コラム

 公開日: 2014-03-20  最終更新日: 2015-08-24

消費税のしくみ

こんにちは、おきまつ会計事務所所長の興松です。平成26年3月20日にマネーの達人に寄稿したコラムです。



 4月から消費税が8%に上がります。消費税は日本で生活していると子供から老人まですべての人に関係する税金です。とても身近な税金であるにもかかわらず、消費税のしくみについてちゃんとわかっている人はあまり多くありません。そこで、5%から8%への増税を前に、今回は消費税について簡単にまとめてみました。


国税と地方税


 まず消費税で特徴的なのは、多くの場合一言で消費税といってしまいますが、その中には国の財源となる消費税と、都道府県の財源となる地方消費税が入っていることです。多くの場合、消費税と地方消費税を一括りにして消費税といっていますが、実は2つの顔を持っているわけです。

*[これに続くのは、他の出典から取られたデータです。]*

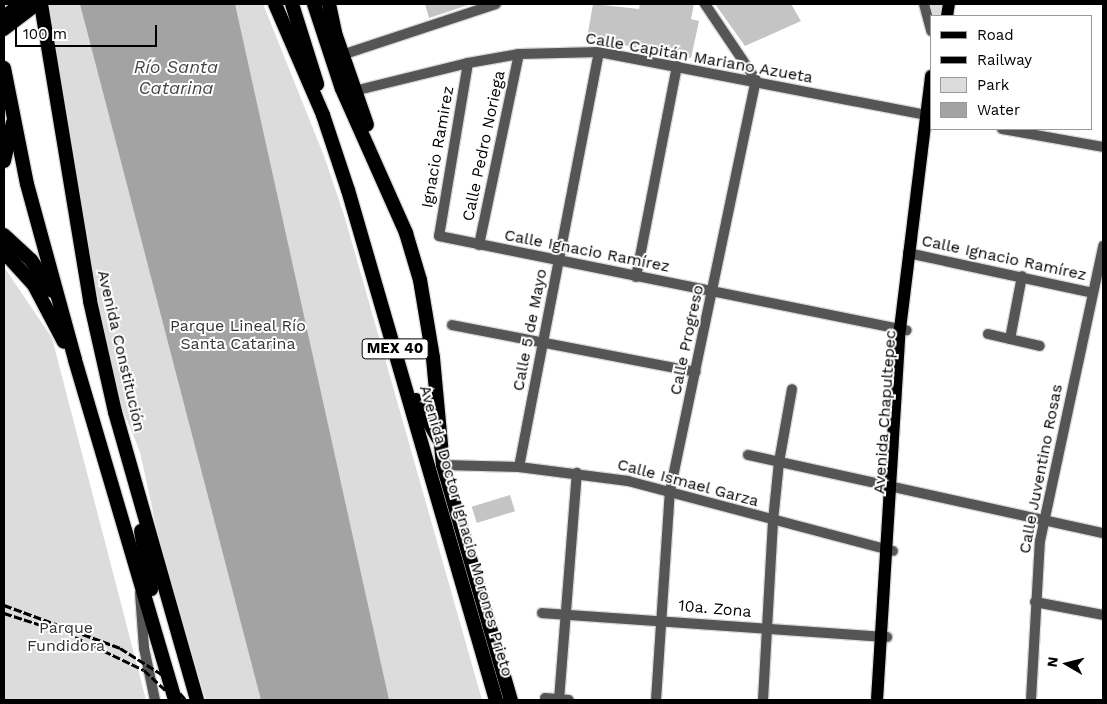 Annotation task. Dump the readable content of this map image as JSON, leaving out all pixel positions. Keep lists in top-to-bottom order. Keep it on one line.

 それではその内訳はどうなっているのでしょうか。5%の時は、国税部分の消費税が4%、地方消費税部分が1%となっています。この4月から8%になると、国税部分が6,3%、地方消費税部分が1,7%になります。まだ確定していませんが、来年の10月に10%になったときには、国税部分が7,8%、地方消費税部分が2,2%となる予定です。

 このように、通常、消費税といわれているものの中には、消費税と地方消費税が含まれているのです。といいましても税額の計算は、国税分の4%を計算して、それに0.25をかけたものが地方消費税になるという計算をするので、日常生活上は5%が消費税だと思っていても何の問題もありません。


事業者が納める税金


 次に、直接税と間接税という側面でみてみましょう。直接税とは税金を払う人が直接国に納める税金のことで、間接税とは税金を払う人と税金を納める人が異なる税金のことです。消費者の場合、消費税を払った人が直接税金を納めるわけではないので、間接税ということになります。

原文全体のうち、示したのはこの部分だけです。